Le deuxième scénario ajoute les 10% de taxes américaines supplémentaires sur 200 milliards de dollars d’importations chinoises additionnelles envisagées pour septembre.

Le troisième scénario incorpore les 25% de tarifs douaniers américains sur les importations de voitures et les représailles éventuelles qui pourraient intervenir à la fin de l’été ou à l’automne.

Le dernier scénario intègre en outre d’autres composantes comme une détérioration de la confiance combinée à une diminution des investissements dans les secteurs manufacturiers notamment.

L’institution souligne que dans les trois premières hypothèses, les Etats-Unis pourraient faire face à des représailles de toutes parts alors que les autres économies pourraient réorganiser leurs flux commerciaux en évitant les Etats-Unis.

Dans le dernier scénario, le plus pessimiste, parmi les économies affectées, le PIB américain pourrait être impacté à hauteur de 0,8% la première année, suivie de celui de l’Asie émergente (-0,7%), de l’Amérique latine et du Japon (-0,6%).
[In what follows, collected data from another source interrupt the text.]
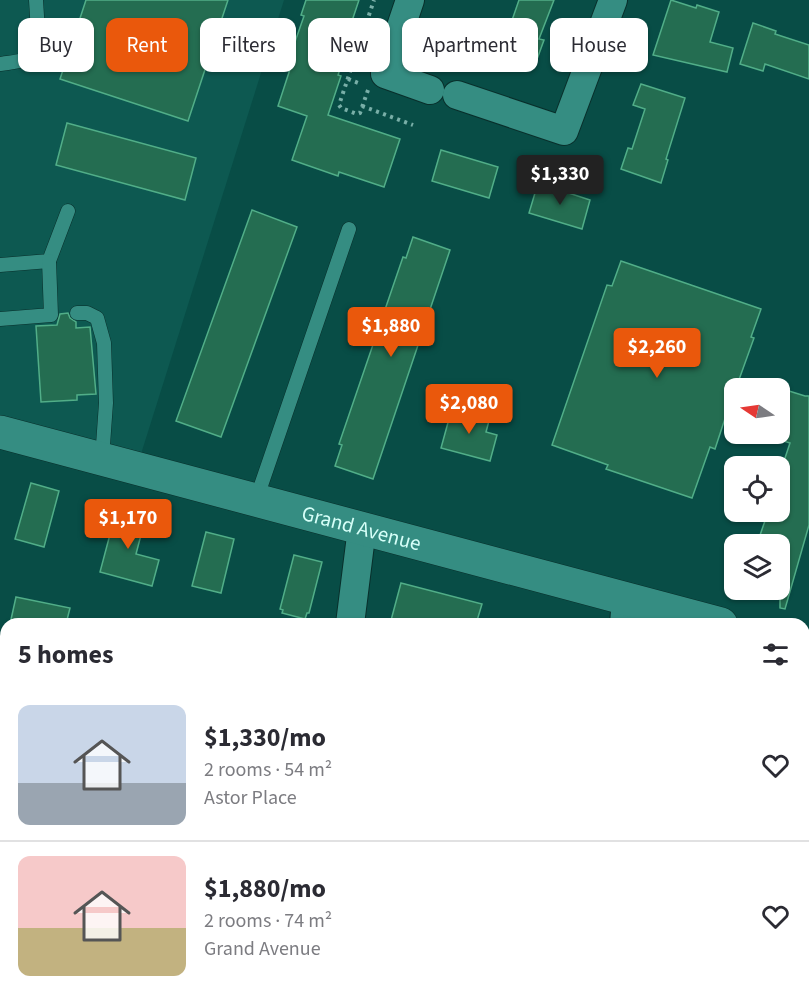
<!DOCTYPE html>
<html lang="en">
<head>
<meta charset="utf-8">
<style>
	:root { --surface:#fff; --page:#f7f7f7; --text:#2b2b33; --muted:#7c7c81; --line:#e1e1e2; --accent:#ea580c }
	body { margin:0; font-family:"Source Sans 3",sans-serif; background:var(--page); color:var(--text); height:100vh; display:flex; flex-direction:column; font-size:22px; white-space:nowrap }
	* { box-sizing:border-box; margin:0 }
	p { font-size:20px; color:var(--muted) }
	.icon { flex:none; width:33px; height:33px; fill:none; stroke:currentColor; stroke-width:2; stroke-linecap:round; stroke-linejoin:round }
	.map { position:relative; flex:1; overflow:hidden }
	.sheet { position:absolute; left:0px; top:618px; width:810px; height:384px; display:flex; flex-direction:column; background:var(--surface); border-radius:18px 18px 0 0; box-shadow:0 2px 4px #0004 }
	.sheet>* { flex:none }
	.top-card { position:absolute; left:18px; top:18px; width:774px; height:54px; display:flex; gap:12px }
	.needle { width:39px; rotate:283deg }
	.fabs { position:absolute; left:724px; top:378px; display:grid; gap:12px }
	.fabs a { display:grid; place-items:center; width:66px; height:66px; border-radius:12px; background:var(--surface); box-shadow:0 2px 4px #0004; font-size:30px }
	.price { position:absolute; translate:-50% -51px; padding:0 14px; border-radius:6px; background:var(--accent); color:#fff; font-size:20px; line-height:39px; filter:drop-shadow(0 2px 3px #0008) }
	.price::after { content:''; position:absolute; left:50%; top:36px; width:18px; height:14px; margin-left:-9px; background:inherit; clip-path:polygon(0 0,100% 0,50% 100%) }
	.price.current { background:#222; color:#fff }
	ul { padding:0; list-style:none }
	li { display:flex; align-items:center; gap:18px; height:150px; padding:0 18px }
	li+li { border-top:2px solid var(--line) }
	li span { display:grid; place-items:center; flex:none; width:168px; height:120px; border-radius:12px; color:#555 }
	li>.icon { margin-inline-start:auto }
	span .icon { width:72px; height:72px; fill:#fffc; stroke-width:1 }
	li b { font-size:26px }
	h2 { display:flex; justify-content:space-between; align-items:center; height:72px; padding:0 18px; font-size:26px }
	.chip { padding:0 21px; border-radius:12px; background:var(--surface); box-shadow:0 2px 4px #0004; font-size:21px; line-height:54px }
	.chip.current { background:var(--accent); color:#fff }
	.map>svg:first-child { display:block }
	.built { fill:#0d5951 }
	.building { fill:#246d51; stroke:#51ae88; stroke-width:1.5 }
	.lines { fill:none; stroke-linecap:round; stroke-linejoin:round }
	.lane-casing { stroke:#092f2b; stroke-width:15 }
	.street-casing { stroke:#092f2b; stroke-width:30 }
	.secondary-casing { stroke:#092f2b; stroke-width:34 }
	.path { stroke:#79afa8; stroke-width:4; stroke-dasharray:3 4.5; stroke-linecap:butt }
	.lane { stroke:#358d82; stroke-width:14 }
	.street { stroke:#358d82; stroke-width:28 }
	.secondary { stroke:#358d82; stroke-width:33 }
	.labels { text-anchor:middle; stroke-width:5; stroke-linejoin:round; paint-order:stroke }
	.street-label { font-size:21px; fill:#d6fff8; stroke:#084d46 }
</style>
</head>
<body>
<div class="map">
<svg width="809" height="1002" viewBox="0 0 809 1002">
	<rect width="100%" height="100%" fill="#084d46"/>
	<path class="built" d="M 0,0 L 284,0 L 135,473 L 0,438 Z"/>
	<g class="building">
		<path d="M 86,0 L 228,0 L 188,121 L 60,79 Z"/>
		<path d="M 306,0 L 359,0 L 349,30 L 353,31 L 338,75 L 341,76 L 328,115 L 400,139 L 384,187 L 339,172 L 338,176 L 292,160 L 307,116 L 278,106 L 293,60 L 289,59 L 304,16 L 301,15 Z"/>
		<path d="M 519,0 L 554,0 L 539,39 L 544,40 L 536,62 L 497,48 L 504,27 L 509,29 Z"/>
		<path d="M 671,0 L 696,8 L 697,5 L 719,12 L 710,42 L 733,48 L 727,72 L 653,55 Z"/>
		<path d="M 753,23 L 776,31 L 775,34 L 809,45 L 809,79 L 765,64 L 763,71 L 740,64 Z"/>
		<path d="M 641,84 L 685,98 L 666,159 L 668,160 L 661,183 L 621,169 L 628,148 L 632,149 L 645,109 L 633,105 Z"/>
		<path d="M 67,123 L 196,158 L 185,200 L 56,165 Z"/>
		<path d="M 441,150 L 498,167 L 489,198 L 432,181 Z"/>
		<path d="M 538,183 L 590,200 L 582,229 L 529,213 Z"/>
		<path d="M 252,210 L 297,227 L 221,437 L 176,421 Z"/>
		<path d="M 413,237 L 450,250 L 373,479 L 335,466 L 342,445 L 339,444 L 403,257 L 406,258 Z"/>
		<path d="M 621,261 L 761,309 L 751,337 L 754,338 L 736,388 L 735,388 L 715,449 L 710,447 L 692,498 L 606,469 L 608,465 L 552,445 L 607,285 L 612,286 Z"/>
		<path d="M 68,313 L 70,318 L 76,322 L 76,328 L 90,327 L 96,394 L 77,395 L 77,400 L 41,402 L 36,326 L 57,325 L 60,314 Z"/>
		<path d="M 789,391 L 805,396 L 809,396 L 809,525 L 785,609 L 780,608 L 780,544 L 757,544 L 768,512 L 780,512 L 780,473 L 790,443 L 774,438 L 775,434 L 780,434 L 780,420 Z"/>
		<path d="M 452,408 L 490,417 L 486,432 L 497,435 L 490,461 L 441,448 Z"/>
		<path d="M 31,483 L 59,491 L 44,547 L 15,539 Z"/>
		<path d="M 117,508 L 146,516 L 136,554 L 159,560 L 152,586 L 100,572 Z"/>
		<path d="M 206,532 L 234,539 L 221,593 L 192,586 Z"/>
		<path d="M 294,555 L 322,562 L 309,613 L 307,613 L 305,619 L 282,613 L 283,610 L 280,609 Z"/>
		<path d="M 401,583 L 482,604 L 476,624 L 390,624 Z"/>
		<path d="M 16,597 L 70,608 L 66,624 L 10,624 Z"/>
	</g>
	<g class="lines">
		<defs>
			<g id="lane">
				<path d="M 0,64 C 18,61 27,63 39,48 L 36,0"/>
				<path d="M 0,265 L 49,261 L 68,211"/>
				<path d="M 77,313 L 87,313 L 97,318 L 104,343 L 106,403 L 102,459"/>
				<path d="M 0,319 L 51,315 L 49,261"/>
				<path d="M 256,500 L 349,229"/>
			</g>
			<g id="street">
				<path d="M 410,0 L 385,74 L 430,90"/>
				<path d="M 457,95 L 564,131 L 613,0"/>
				<path d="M 350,624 L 362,528"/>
				<path d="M 624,624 L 626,599"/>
				<path d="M 0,915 L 6,916"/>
				<path d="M 297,996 L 306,998"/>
				<path d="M 597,1002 L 598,996"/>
			</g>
			<g id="secondary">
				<path id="s1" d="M 0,432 L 721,624"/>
				<path d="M 804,646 L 809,647"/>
			</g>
		</defs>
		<use href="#lane" class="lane-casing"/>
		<use href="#street" class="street-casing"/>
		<use href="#secondary" class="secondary-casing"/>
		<g class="path">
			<path d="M 348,79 L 361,84"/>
			<path d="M 368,90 L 360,113 L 357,114 L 341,108 L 339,105 L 374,0"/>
			<path d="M 362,106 L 413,125"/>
		</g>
		<use href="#lane" class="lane"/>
		<use href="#street" class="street"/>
		<use href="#secondary" class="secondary"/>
	</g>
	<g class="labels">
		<g class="street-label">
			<text dy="7" stroke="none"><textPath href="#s1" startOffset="374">Grand Avenue</textPath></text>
		</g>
	</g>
</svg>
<div class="fabs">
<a><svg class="needle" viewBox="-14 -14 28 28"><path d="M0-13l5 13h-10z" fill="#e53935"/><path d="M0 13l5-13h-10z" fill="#7c7c81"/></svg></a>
<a><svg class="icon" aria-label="locate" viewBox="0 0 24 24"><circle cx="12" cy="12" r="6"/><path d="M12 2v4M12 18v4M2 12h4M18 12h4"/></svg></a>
<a><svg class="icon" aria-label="layers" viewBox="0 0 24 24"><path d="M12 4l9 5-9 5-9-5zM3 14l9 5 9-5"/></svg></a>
</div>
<b class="price current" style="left:560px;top:206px">$1,330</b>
<b class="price" style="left:391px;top:358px">$1,880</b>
<b class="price" style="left:657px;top:379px">$2,260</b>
<b class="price" style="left:469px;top:435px">$2,080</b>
<b class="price" style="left:128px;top:550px">$1,170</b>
<div class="top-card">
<a class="chip">Buy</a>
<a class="chip current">Rent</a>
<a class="chip">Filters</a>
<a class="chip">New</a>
<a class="chip">Apartment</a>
<a class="chip">House</a>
</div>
<section class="sheet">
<h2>5 homes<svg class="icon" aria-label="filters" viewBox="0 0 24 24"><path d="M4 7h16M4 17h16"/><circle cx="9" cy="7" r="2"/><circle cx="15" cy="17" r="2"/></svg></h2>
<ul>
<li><span style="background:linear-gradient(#c9d6e8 65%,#9aa5b1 0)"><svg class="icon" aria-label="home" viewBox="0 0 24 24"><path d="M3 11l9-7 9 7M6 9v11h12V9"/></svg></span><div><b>$1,330/mo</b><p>2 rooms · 54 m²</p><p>Astor Place</p></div><svg class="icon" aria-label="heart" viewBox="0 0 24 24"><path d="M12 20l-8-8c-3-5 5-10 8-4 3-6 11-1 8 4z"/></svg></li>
<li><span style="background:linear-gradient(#f6c9c9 60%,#c2b280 0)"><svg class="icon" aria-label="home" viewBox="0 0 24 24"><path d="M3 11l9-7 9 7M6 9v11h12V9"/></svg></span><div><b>$1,880/mo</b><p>2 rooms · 74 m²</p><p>Grand Avenue</p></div><svg class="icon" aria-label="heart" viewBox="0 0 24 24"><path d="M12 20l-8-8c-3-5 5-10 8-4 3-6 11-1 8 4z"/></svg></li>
</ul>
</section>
</div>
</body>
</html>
La France et le reste du monde pourraient perdre environ 0,3%.

Dans son blog, Christine Lagarde pointe enfin du doigt un autre problème à l’horizon, les répercussions sur les pays émergents.   Entre mai et juin, 14 milliards de dollars ont été retirés de ces marchés, engendrant des hausses d’intérêt par les banques centrales.

En Prime: l’opinion de Paul Krugman, un réel spécialiste  (Via Michael Roberts)
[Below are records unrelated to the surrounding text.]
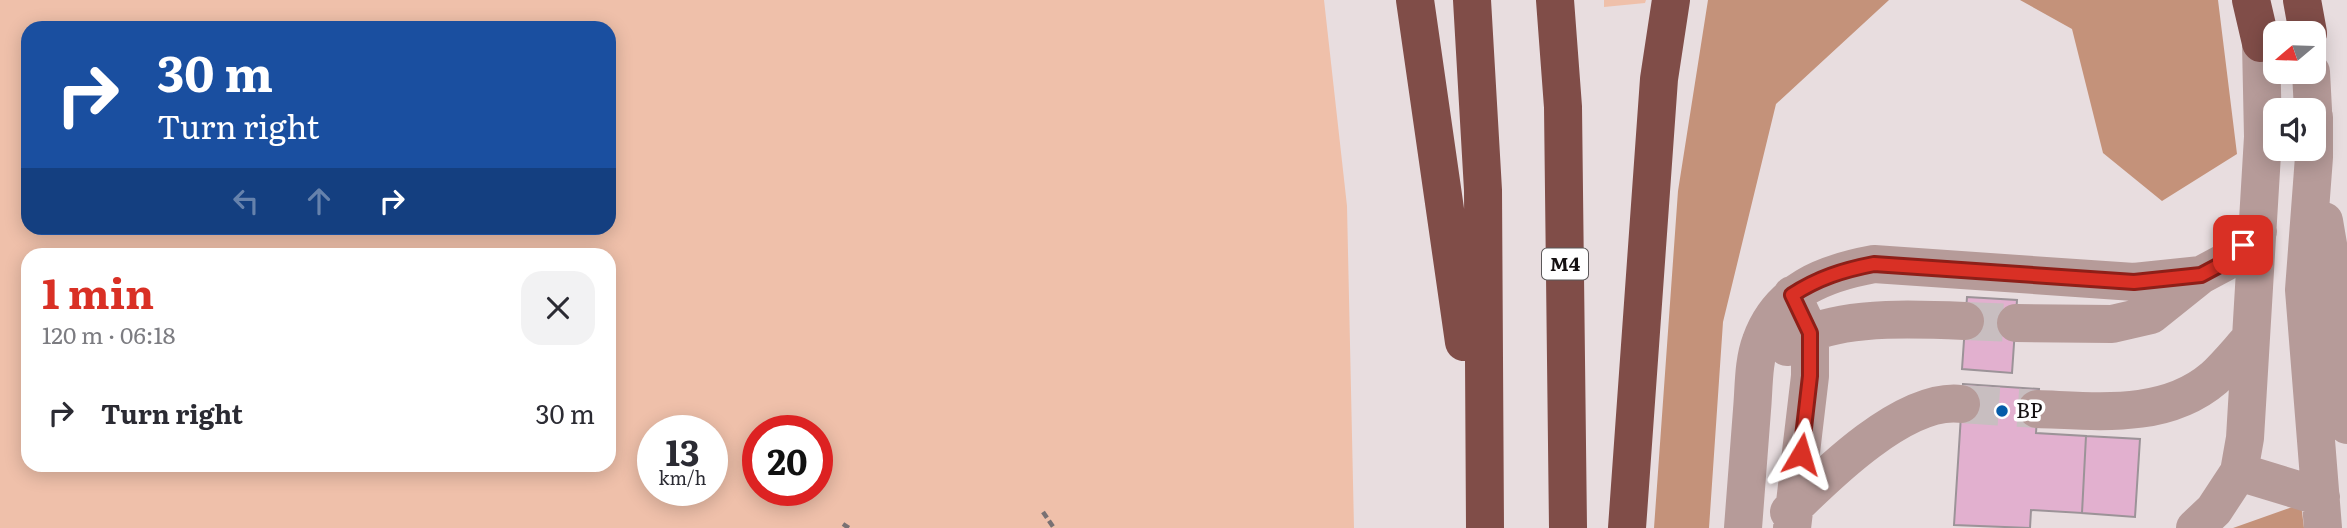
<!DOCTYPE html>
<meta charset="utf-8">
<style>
:root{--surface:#fff;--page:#f2f2f3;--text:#2b2b33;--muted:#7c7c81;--accent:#d93025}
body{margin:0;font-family:Literata,serif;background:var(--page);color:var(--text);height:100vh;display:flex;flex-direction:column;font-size:26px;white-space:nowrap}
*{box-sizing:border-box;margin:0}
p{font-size:23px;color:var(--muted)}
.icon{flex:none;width:38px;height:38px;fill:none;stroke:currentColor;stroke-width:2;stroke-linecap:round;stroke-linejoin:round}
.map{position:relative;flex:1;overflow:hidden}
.drawer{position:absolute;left:21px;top:248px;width:595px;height:224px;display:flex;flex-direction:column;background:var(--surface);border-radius:21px;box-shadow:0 4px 18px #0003}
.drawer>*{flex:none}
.top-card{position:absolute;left:21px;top:21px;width:595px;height:214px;border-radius:21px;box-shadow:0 4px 18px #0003;background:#1a4fa0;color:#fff;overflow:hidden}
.needle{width:46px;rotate:251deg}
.controls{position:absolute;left:2263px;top:21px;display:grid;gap:14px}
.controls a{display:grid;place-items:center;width:63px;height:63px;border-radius:14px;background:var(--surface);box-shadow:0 4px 18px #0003;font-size:35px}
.speed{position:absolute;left:637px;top:415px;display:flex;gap:14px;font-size:35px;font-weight:700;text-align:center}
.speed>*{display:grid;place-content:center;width:91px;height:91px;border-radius:50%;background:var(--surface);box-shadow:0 4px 18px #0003;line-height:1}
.speed small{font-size:18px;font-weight:400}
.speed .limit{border:10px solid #d22;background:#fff;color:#111}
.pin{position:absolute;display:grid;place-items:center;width:60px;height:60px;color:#fff;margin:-30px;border-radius:14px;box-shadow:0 4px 10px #0006}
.me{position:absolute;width:77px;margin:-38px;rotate:7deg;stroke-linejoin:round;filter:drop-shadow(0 0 5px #0008)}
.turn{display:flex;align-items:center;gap:24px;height:147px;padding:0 21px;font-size:32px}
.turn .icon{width:91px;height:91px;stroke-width:2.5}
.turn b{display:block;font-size:49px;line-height:60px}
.lanes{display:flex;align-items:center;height:66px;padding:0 21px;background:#0003;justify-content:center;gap:35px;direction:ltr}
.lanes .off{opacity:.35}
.round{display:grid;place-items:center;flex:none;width:74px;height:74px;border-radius:21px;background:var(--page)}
.overview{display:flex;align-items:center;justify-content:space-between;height:119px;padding:0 21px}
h1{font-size:42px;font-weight:700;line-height:52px;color:var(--accent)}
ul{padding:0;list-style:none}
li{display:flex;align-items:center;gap:21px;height:91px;padding:0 21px}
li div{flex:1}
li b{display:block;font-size:26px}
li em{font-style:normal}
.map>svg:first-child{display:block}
.green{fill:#efc0aa;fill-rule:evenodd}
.forest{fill:#c4927a}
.building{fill:#e2b0cf;stroke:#9c9398;stroke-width:2}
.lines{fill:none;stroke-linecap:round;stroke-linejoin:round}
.minor-tunnel{stroke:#c8bec0;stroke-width:38;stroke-dasharray:38 19;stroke-linecap:butt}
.path{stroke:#797173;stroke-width:4.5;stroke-dasharray:7 3.5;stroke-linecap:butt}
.minor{stroke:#b69b99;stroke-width:38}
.highway{stroke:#804d48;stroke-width:38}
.route-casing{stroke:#8d1f18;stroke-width:18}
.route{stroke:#d93025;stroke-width:12}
.poi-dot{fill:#055ca9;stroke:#fff;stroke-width:2.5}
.labels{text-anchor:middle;stroke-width:7;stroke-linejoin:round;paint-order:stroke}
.shield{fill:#fff;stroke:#5b5859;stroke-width:2}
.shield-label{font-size:19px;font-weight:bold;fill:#151112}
.poi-label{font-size:21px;fill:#151112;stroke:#fff;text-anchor:start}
</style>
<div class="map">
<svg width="2347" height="528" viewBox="0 0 2347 528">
<rect width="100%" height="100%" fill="#e8dddf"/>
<!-- green -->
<path class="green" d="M0,0H1324L1347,206L1354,528H0ZM28,28H609V228H28ZM28,256H609V466H28ZM653,430H712V490H653ZM758,430H817V490H758Z
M1604,0H1646L1645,3L1604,7Z"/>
<!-- forest -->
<path class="forest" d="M1708,0H1889L1776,104L1723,322L1709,528H1654L1678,191Z
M2020,0H2218L2237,154L2162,201L2103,153L2072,29Z
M2301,504L2304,528H2233Z"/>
<!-- building -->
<path class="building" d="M1967,297L2017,300L2012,373L1962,369Z
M1963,384L2039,389L2036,433L2086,436L2082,513L2031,510L2030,528L1954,525Z
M2086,436L2140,439L2135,517L2082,513Z"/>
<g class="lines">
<!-- minor-tunnel -->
<path class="minor-tunnel" d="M1965,321L2016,323
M1961,404L2037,409"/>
<!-- path -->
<path class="path" d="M1043,512L1054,528
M843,524L849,528"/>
<!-- minor -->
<path class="minor" d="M2311,72L2313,110
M2314,117V157L2304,290L2323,528
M2324,221L2335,285L2347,425
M1792,295L1810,333V376L1792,528
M2016,323L2112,324L2151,315L2201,275
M1787,347C1795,342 1803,336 1811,333C1852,316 1920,319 1965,321
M2037,409C2097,411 2165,420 2214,378C2227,366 2239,351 2251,338
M2239,472L2321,497
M1789,512C1827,474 1905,397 1961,404
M1743,528C1746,489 1749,449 1752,410C1754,388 1753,362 1761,341C1779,290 1825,273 1874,264L2134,282L2201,275L2229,260L2258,231
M2195,528L2214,510L2239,472L2245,438L2263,137L2261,43"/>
<!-- highway -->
<path class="highway" d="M1415,0L1464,342
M1472,0L1483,190L1485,528
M1555,0L1563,107L1568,528
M2251,0L2261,43
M2302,0L2308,33
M1627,528L1659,79L1671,0"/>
</g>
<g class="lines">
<defs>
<path id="route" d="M1801,454L1810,376V333L1792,295C1818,278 1843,270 1874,264L2134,282L2201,275L2229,260L2243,245"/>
</defs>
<!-- route casing -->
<use href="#route" class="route-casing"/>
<!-- route -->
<use href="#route" class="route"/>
</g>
<!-- markers -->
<circle class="poi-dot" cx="2002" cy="411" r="7"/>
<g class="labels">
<!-- shield labels -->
<rect class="shield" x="1542" y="248.5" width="46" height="31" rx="5"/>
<g class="shield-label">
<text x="1565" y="271">M4</text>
</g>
<!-- poi labels -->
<g class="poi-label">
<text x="2016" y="418">BP</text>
</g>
</g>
</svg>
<div class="controls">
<a><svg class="needle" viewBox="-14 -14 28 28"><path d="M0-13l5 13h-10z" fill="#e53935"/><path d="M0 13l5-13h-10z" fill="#7c7c81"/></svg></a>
<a><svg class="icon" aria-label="sound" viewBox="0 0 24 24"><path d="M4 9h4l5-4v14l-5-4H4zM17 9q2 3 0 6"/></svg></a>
</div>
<div class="speed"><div>13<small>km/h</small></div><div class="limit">20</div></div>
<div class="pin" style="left:2243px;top:245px;background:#d93025"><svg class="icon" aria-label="arrive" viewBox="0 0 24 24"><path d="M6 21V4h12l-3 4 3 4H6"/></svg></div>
<svg class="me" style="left:1801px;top:454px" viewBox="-20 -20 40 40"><path d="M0-17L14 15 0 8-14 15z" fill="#d93025" stroke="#fff" stroke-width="4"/></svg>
<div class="top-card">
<div class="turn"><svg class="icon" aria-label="right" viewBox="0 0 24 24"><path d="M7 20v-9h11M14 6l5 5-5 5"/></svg><div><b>30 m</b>Turn right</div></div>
<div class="lanes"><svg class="icon off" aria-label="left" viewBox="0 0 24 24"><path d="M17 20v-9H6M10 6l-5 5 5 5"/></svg><svg class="icon off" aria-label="ahead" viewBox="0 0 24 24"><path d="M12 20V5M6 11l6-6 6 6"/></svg><svg class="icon" aria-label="right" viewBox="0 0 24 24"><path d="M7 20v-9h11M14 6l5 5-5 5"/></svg></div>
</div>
<section class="drawer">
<div class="overview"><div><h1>1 min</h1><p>120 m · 06:18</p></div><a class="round"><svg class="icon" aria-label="close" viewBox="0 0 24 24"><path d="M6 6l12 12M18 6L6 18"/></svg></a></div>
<ul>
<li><svg class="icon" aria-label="right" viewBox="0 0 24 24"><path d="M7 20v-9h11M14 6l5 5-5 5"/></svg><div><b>Turn right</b></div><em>30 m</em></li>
</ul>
</section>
</div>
What is the likely impact on global growth from this trade war?

Paul Krugman, Keynesian economist, won the Nobel prize in economics for his work on international trade and recently he did a ‘back of the envelope’ calculation.

Krugman reckons that “there’s a pretty good case that an all-out trade war could mean tariffs in the 30-60% range; that this would lead to a very large reduction in trade, maybe 70%”! And the overall cost to the world economy would be about a 2-3% reduction in world GDP per year – in effect wiping out more than half of current global growth of about 3-4% a year (and the latter assumes that there is no new global recession).

Krugman reminds us that in the Great Depression of the 1930s, the trade war launched by the US with the Smoot-Hawley tariff, pushed tariffs up to 45%. “So both history and quantitative models suggest that a trade war would lead to quite high tariffs, with rates of more than 40% quite likely.”  Remember current global trade tariff rates are about 3-4% only.

Already, world trade has been staggering from the impact of the Great Recession and the subsequent Long Depression.  And world trade share (share of trade in global GDP) has stagnated at about 55% (see figure below).  Indeed, the great era of globalisation is over.  Now the trade war – another consequence of the Great Recession and the Long Depression since 2008 – could roll back the world trade share to 1950s levels, according to Krugman. ”If Trump is really taking us into a trade war, the global economy is going to get a lot less global.”

Given this, Krugman looked at the hit to US economic growth.  He reckoned it could take 2% of GDP off real growth each year.  As average growth is expected to be about 2% a year over the next five years (assuming no world slump), that would mean the US economy would stagnate.  That is not as bad as the Great Recession, which knocked 6% of US real GDP growth, but it’s bad enough to sustain a further leg of the current Long Depression.

And other countries will be hit even harder. Several major economies rely on trade much more than the US and Europe for growth.  In the league of global value chain for trade, Taiwan is top with nearly 70% of value-added coming from exports; and many Eastern European countries also have high export ratios.  The US is only at 40% and indeed China is under 50%.

Selon Pictet

According to Pictet asset management, if a 10% tariff on US trade were fully passed onto the consumer, global inflation would rise by about 0.7%. This, in turn, could reduce corporate earnings by 2.5% and cut global stocks’ price-to-earnings ratios by up to 15%.   All of which means global equities could fall by some 15-20%. In effect, this would put world stock market price back by three years.